A week ago, there were 163 deaths in the U.S. Today there are more than 5,000. America’s medical experts are predicting 100,000-200,000 casualties over the next two weeks…I can’t even wrap my mind around that.
While the medical battle against the Virus continues to intensify in our hospitals, it feels as though the mental battle in home quarantine may be just beginning. This awkward place of being home, yet feeling neither here nor there, everywhere and nowhere, is unsettling. Change is exhausting. Isolation is dehumanizing. I am quickly running out of personal resources, staying power to keep sheltering in place. I can’t keep the house clean. I can’t keep my kids occupied. I’m out of meal ideas. My mindset is off center. Although I love seeing the faces and hearing the voices of my friends and family on screen, I can already sense that sooner than later, Zoom just isn’t going to cut it.
And now, as of today’s news announcement, my kids are out for summer (well, practically!).
I am coming to the end of myself. My heart knows this is a good thing, but my body is resisting it. I’m uncomfortable. I’m not sleeping well. I’m anxious about how long this crisis will last. And I know I’m not alone. So many of us are looking for faith. Looking for strength. Looking for vision.
When there is little faith, little strength, and little vision, my gut tells me there is still Jesus.
But Jesus seems such a mediocre offer in the middle of a growing global pandemic (the second- and third-world countries haven’t even been hit hard yet…and how will they be able to handle it???). The adequate answers right now sound like VACCINATIONS, MONEY, MEDICAL EQUIPMENT, STRONG LEADERSHIP, SERVANTS.
Not Jesus.
Jesus, the answer to this crisis? MY answer to this crisis? Impossible.
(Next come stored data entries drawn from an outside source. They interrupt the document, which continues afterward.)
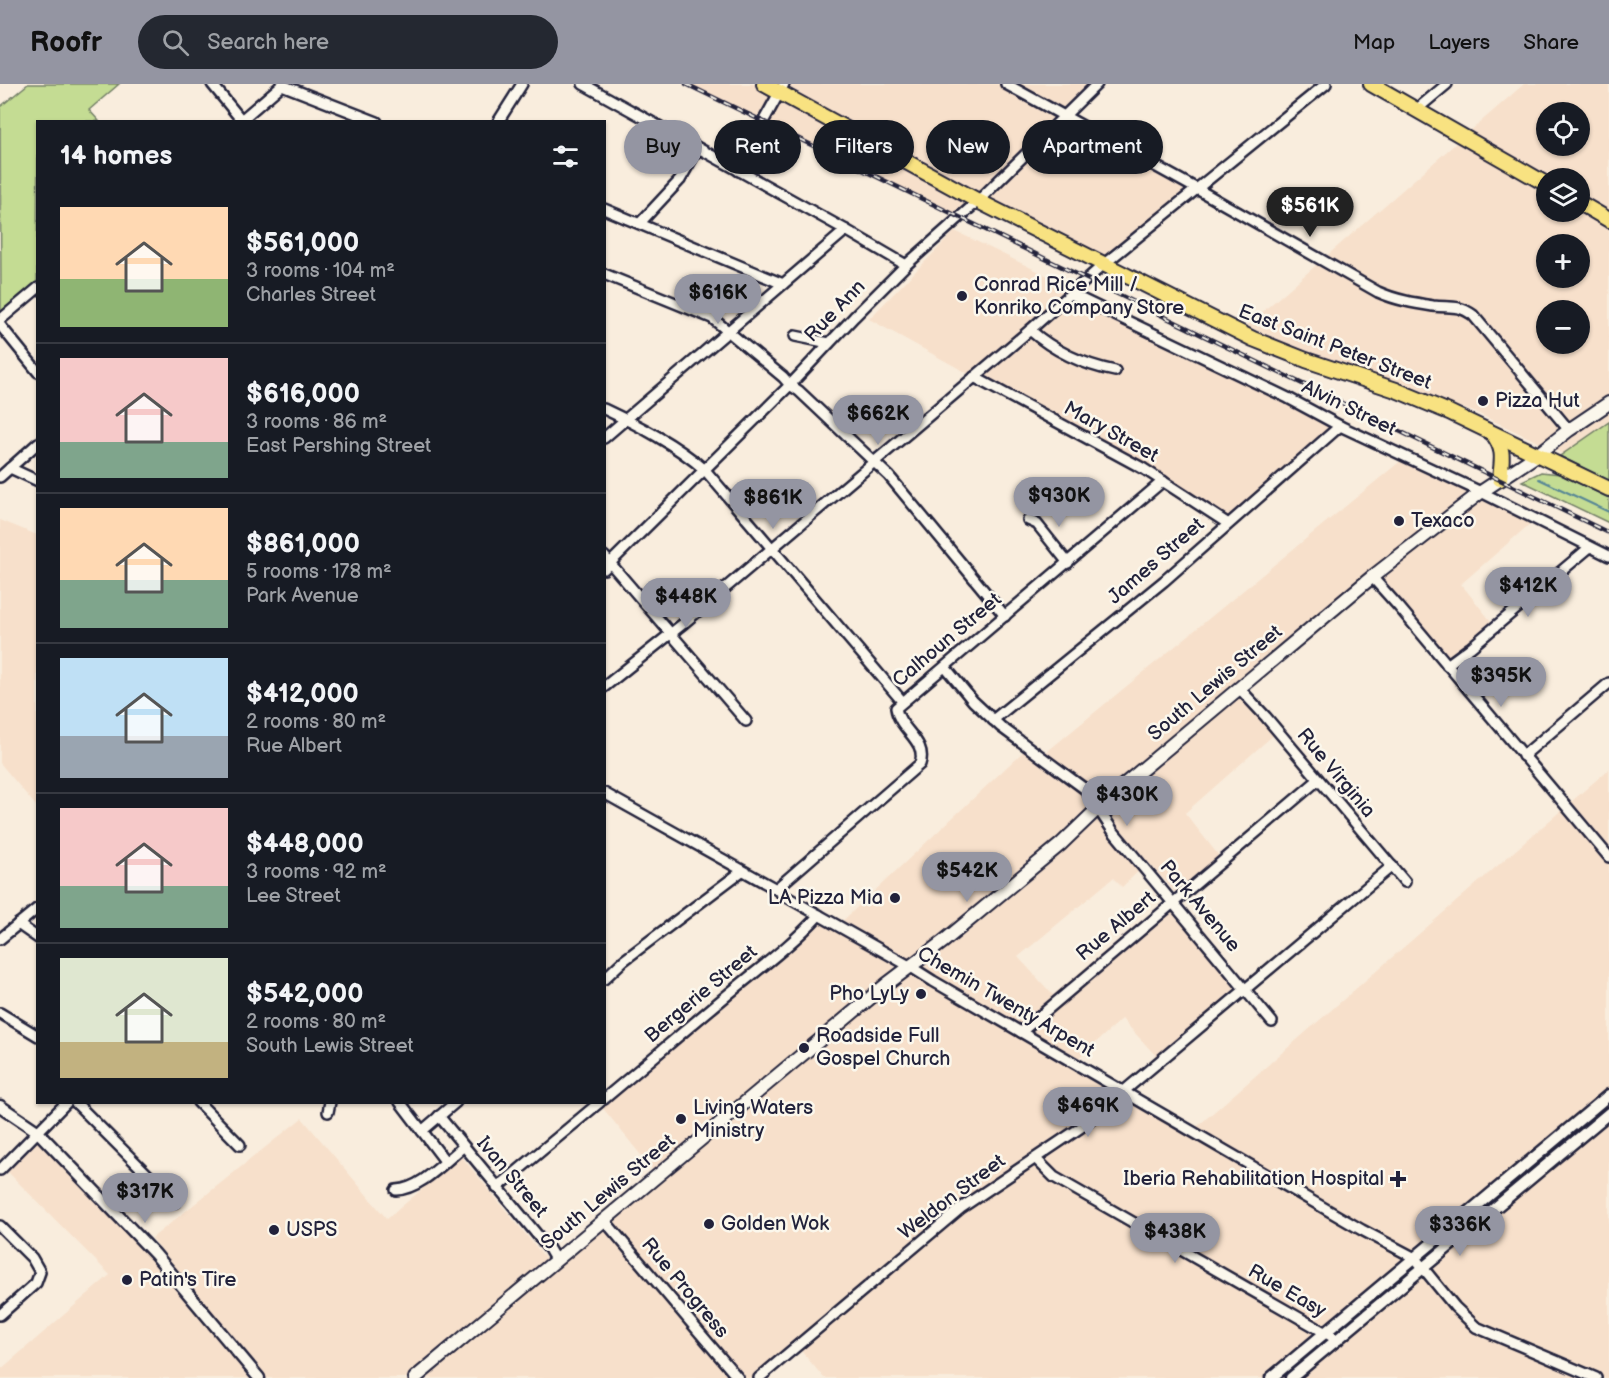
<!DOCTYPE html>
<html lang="en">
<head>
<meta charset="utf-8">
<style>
  :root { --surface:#171b24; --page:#242831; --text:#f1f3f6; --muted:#9ea1a6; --line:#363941; --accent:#9495a2 }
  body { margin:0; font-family:"Balsamiq Sans",sans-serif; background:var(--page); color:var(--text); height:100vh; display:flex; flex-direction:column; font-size:22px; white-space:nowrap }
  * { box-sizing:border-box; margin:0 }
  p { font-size:20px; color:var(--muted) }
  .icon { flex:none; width:33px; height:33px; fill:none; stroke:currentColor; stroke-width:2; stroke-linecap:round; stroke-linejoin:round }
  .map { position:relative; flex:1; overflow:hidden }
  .drawer { position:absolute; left:36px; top:36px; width:570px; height:984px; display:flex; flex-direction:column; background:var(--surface); border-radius:0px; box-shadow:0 2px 4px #0004 }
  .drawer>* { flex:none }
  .banner { position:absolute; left:624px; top:36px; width:570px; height:54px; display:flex; gap:12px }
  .tools { position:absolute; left:1536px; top:18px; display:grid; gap:12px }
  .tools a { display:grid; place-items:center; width:54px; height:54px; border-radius:50%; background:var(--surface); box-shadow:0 2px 4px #0004; font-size:30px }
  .price { position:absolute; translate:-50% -51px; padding:0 14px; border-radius:21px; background:var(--accent); color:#111; font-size:20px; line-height:39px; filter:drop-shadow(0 2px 3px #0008) }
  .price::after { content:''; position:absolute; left:50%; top:36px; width:18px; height:14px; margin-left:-9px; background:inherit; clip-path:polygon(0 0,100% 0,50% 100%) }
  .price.on { background:#222; color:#fff }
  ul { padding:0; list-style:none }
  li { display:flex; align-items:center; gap:18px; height:150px; padding:0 24px }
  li+li { border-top:2px solid var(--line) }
  li span { display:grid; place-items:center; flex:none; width:168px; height:120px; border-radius:0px; color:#555 }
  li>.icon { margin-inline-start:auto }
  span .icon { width:72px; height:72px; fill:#fffc; stroke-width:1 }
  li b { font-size:26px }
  h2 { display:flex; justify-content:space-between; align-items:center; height:72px; padding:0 24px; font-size:26px }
  .pill { padding:0 21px; border-radius:27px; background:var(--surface); box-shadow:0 2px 4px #0004; font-size:21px; line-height:54px }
  .pill.on { background:var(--accent); color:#111 }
  header { display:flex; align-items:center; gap:36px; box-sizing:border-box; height:84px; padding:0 30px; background:var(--accent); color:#111 }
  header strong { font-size:28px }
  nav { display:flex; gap:33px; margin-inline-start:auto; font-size:21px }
  .search { width:420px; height:54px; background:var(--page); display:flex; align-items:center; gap:15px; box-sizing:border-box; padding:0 21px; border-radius:33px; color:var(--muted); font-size:22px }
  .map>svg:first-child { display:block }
</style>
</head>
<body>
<header>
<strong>Roofr</strong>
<div class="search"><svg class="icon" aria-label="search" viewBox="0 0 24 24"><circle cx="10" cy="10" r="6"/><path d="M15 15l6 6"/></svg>Search here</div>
<nav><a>Map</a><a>Layers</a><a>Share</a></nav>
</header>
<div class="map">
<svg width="1609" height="1294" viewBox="0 0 1609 1294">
  <rect width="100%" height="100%" fill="#f9eddd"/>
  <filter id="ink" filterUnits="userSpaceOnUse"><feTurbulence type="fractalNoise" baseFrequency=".0167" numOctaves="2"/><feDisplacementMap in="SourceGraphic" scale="12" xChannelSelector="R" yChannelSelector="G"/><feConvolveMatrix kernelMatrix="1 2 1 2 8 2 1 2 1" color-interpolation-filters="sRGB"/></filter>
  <g filter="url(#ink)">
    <!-- built -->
    <g fill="#f7e0cb" fill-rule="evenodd">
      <polygon points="686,0 1096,0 1065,32 1197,105 1103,181 978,117 959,134"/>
      <path d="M 1524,0 L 1609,0 L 1609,392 L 1477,329 L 1261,253 L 1244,244 ZM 1546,28 L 1580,28 L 1580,62 L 1546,62 ZM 1546,94 L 1580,94 L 1580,128 L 1546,128 ZM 1546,160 L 1580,160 L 1580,194 L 1546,194 ZM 1546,226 L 1580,226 L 1580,260 L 1546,260 Z"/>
      <polygon points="955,147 1205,268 1340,335 1228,433 869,235"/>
      <polygon points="1403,375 1531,439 1461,500 1494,541 1447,581 1371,494 1239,604 1278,647 1185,729 1219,772 1175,808 1148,778 1122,803 1113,794 1018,873 1053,911 1167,815 1246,905 1158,974 1122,935 1074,978 1192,1047 1609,685 1609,1016 1286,1294 824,1294 797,1262 759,1294 263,1294 152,1154 302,1034 387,1135 461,1072 551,1181 653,1086 602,1023 820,836 835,844 1025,666 1038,675"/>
      <polygon points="0,436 37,451 37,723 0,679"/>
      <polygon points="1609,1028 1609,1294 1291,1294"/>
      <polygon points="37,1047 256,1294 0,1294 0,1286 110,1191 3,1083"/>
    </g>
    <!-- green -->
    <g fill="#c4dc93" stroke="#737f67" stroke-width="1.5">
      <polygon points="28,0 119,0 89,26 99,37 38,38 37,200 1,230 0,23"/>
      <polygon points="1609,338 1609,397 1560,372"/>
      <polygon points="1541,388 1560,390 1609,414 1609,439 1522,397"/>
    </g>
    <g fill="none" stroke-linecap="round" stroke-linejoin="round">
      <!-- stream -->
      <polyline stroke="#568696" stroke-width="2" points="1539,395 1609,428"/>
      <defs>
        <g id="minor">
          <polyline points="212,0 243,38"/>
          <polyline points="583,0 846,146 906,181"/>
          <path d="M 1006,0 L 1197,105 L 1378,208 C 1396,216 1414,219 1433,222 C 1451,224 1457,220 1473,231 L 1569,346"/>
          <polyline points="282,1 377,38"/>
          <polyline points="1416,26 1447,0"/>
          <polyline points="239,38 283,0"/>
          <polyline points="498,38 522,0"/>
          <polyline points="739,87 763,38 784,0"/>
          <polyline points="604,125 783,200"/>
          <polyline points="640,139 680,96 698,64"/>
          <polyline points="604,190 712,234 783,293 790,301 799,307 889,392 1005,532"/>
          <polyline points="1071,210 1288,314 1340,342 1481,408 1609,472"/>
          <polyline points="0,236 38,204"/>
          <polyline points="0,241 38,288"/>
          <path d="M 1030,246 C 1054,267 1085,281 1115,287"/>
          <polyline points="795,252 829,259"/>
          <polyline points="974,293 1144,385 1227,439"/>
          <path d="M 604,325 C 640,342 675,360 705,386 L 902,617"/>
          <polyline points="604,354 846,146"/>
          <polyline points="10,384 38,397"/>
          <polyline points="0,393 38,359"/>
          <polyline points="1028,436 1037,440 1068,479"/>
          <polyline points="604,472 746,637"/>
          <polyline points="604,485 790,301 854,233 906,181 978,117 1097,0"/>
          <polyline points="1372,493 1399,523 1609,773"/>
          <polyline points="1447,581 1470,564 1590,463"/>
          <polyline points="945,583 973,617 1001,643 1085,705 1113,747 1272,938"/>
          <polyline points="604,603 684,539 1030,246 1103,181 1326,0"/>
          <polyline points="1239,604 1266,633 1405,798"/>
          <polyline points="993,636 1164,497 1340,342"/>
          <polyline points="1523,672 1609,599"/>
          <polyline points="604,709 776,805 785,812 911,883 933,897 1362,1146 1415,1174 1455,1223 1476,1243 1596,1294"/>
          <path d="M 776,805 L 920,680 C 928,657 899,646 896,624 L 1163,397"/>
          <polyline points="18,840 38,854"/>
          <polyline points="0,855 38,824"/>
          <polyline points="604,895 623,877 742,787"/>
          <polyline points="0,929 38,952"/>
          <polyline points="1021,948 1318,696"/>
          <path d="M 604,1015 C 645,981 684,947 725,913 C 757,886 791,862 819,831"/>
          <polyline points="75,1018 175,1118"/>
          <polyline points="198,1018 240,1061"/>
          <polyline points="400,1018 445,1077"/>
          <polyline points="328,1028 330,1018"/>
          <polyline points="439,1032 549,1165 556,1177"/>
          <polyline points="422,1047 456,1018"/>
          <polyline points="1036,1075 1054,1093 1338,1256"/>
          <polyline points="0,1086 67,1018"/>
          <polyline points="497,1104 600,1018"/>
          <path d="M 396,1106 C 421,1105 444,1078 463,1063"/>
          <polyline points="605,1137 738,1294"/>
          <polyline points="0,1142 32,1174 40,1188 36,1199 0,1231"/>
          <polyline points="759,1294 961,1124 1080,1044 1392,782"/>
        </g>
        <g id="tertiary">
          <polyline points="0,1022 37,1047 155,1170 259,1294"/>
          <polyline points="1271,1294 1609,1011"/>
          <polyline points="1291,1294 1609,1029"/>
        </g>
        <polyline id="secondary" points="415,1294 887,900 944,857 1061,760 1114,709 1372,493 1481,408 1537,371 1569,346 1609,319"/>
        <g id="primary">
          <polyline points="764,0 978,117 1253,255 1306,276 1396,306 1449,328 1609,405"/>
          <polyline points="1371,0 1546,100"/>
          <polyline points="1580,119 1609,136"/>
          <path d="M 1493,350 C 1505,366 1502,375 1500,395"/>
        </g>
      </defs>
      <!-- minor casing -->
      <use href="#minor" stroke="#22223b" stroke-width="14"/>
      <!-- tertiary casing -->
      <use href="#tertiary" stroke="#22223b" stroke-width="15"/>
      <!-- secondary casing -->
      <use href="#secondary" stroke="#22223b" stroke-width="16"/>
      <!-- primary casing -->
      <use href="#primary" stroke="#22223b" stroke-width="18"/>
      <!-- minor -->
      <use href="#minor" stroke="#fbf7ec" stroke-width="9"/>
      <!-- tertiary -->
      <use href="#tertiary" stroke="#fbf7ec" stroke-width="10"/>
      <!-- secondary -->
      <use href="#secondary" stroke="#fbf7ec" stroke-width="12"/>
      <!-- primary -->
      <use href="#primary" stroke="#f8e281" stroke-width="14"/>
      <defs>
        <polyline id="rail" points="686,0 1609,449"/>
      </defs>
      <!-- rail casing -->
      <use href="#rail" stroke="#22223b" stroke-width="4.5"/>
      <!-- rail -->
      <use href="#rail" stroke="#fbf7ec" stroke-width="2" stroke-dasharray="7" stroke-linecap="butt"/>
    </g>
  </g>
  <!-- markers -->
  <g fill="#22223b" stroke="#fbf7ec" stroke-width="2">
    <circle cx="962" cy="212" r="6"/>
    <circle cx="1483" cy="317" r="6"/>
    <circle cx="1399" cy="437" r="6"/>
    <circle cx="895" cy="814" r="6"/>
    <circle cx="921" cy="910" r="6"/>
    <circle cx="804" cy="964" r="6"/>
    <circle cx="681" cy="1035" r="6"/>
    <path d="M1395 1086h6v6h6v6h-6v6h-6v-6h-6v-6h6z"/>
    <circle cx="709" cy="1140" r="6"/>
    <circle cx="274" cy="1146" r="6"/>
    <circle cx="127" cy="1196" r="6"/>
  </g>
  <g text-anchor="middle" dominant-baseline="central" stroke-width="5" stroke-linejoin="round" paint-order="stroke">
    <!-- poi labels -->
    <g font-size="20" fill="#22223b" stroke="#fbf7ec" text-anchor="start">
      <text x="974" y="201">Conrad Rice Mill /<tspan x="974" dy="23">Konriko Company Store</tspan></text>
      <text x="1495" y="317">Pizza Hut</text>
      <text x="1411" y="437">Texaco</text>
      <text x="883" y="814" text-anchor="end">LA Pizza Mia</text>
      <text x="909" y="910" text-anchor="end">Pho LyLy</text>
      <text x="816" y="952">Roadside Full<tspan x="816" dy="23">Gospel Church</tspan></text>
      <text x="693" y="1024">Living Waters<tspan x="693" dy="23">Ministry</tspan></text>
      <text x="1384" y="1095" text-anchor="end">Iberia Rehabilitation Hospital</text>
      <text x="721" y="1140">Golden Wok</text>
      <text x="286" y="1146">USPS</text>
      <text x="139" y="1196">Patin's Tire</text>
    </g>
    <!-- street labels -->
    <g font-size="20" fill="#22223b" stroke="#fbf7ec">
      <text transform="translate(835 227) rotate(-46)">Rue Ann</text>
      <text transform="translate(1335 263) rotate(21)">East Saint Peter Street</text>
      <text transform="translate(1349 324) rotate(26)">Alvin Street</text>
      <text transform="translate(1111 348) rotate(29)">Mary Street</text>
      <text transform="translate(1156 477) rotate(-41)">James Street</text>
      <text transform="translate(947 556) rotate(-40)">Calhoun Street</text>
      <text transform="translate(1215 599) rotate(-40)">South Lewis Street</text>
      <text transform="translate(1336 689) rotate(50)">Rue Virginia</text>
      <text transform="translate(1200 822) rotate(50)">Park Avenue</text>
      <text transform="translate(1116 842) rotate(-40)">Rue Albert</text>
      <text transform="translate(701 910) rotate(-40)">Bergerie Street</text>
      <text transform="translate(1006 918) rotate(30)">Chemin Twenty Arpent</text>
      <text transform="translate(512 1093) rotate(50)">Ivan Street</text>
      <text transform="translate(608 1108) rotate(-40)">South Lewis Street</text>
      <text transform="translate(952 1113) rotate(-37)">Weldon Street</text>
      <text transform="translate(685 1204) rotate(50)">Rue Progress</text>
      <text transform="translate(1287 1207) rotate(30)">Rue Easy</text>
    </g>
  </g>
</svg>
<div class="tools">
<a><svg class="icon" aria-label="locate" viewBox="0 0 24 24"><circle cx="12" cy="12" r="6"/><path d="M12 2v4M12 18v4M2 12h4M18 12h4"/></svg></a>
<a><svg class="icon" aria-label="layers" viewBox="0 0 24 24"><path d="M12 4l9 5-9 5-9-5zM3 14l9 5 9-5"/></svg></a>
<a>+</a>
<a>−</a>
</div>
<b class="price on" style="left:1310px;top:154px">$561K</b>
<b class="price" style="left:718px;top:241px">$616K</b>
<b class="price" style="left:878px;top:362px">$662K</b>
<b class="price" style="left:1059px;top:444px">$930K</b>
<b class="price" style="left:773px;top:446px">$861K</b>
<b class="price" style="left:1528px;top:534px">$412K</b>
<b class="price" style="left:686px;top:545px">$448K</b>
<b class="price" style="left:1501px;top:624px">$395K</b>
<b class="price" style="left:1127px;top:743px">$430K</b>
<b class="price" style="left:967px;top:819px">$542K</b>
<b class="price" style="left:1088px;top:1054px">$469K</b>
<b class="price" style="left:145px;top:1140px">$317K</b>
<b class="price" style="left:1460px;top:1173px">$336K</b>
<b class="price" style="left:1175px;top:1180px">$438K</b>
<div class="banner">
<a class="pill on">Buy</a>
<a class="pill">Rent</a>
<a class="pill">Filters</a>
<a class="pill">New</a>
<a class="pill">Apartment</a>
</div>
<section class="drawer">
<h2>14 homes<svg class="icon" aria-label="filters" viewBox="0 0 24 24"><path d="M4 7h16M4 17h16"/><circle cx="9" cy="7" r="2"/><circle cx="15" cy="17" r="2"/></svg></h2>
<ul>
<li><span style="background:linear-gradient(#ffd9b3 60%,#8fb573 0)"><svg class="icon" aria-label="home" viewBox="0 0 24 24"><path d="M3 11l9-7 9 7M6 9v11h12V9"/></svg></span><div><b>$561,000</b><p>3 rooms · 104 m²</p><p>Charles Street</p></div></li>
<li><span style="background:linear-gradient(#f6c9c9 70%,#7fa58c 0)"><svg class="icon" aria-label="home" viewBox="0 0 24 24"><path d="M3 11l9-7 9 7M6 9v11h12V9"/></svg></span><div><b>$616,000</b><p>3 rooms · 86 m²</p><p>East Pershing Street</p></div></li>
<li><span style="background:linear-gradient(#ffd9b3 60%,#7fa58c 0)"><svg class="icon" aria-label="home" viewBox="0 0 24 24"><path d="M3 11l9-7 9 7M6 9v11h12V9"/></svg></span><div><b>$861,000</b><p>5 rooms · 178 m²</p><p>Park Avenue</p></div></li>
<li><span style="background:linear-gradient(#bfe0f5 65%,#9aa5b1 0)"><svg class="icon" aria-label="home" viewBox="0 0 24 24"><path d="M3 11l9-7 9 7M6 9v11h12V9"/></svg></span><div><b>$412,000</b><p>2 rooms · 80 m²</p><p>Rue Albert</p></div></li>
<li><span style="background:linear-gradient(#f6c9c9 65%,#7fa58c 0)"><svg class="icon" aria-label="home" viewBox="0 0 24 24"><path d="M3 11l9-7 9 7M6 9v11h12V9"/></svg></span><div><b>$448,000</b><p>3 rooms · 92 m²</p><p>Lee Street</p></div></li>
<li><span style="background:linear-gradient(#dfe7d0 70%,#c2b280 0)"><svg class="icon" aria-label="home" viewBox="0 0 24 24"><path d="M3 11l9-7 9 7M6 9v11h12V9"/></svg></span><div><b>$542,000</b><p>2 rooms · 80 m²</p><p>South Lewis Street</p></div></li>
</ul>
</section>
</div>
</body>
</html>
Exactly. It is impossible to believe that Jesus is enough for us right now. He seems too inadequate to be true. So for those of us who even suspect that Jesus *could* be the answer to a problem too big to wrap our heads around, we are experiencing a miracle—the miracle of faith.
Faith is a miracle because it cannot be self-produced; it can only be given to us from God.
Our faith will not save the world, but Jesus will. He already did–on that first Easter, when He took every sin, sickness, personal and global tragedy onto Himself–on the cross.
Faith is the eye through which we see Jesus, the ear through which we hear Jesus, the hand by which we hold Jesus.
By placing our faith in Jesus, He wins the battle in our minds during times of crises.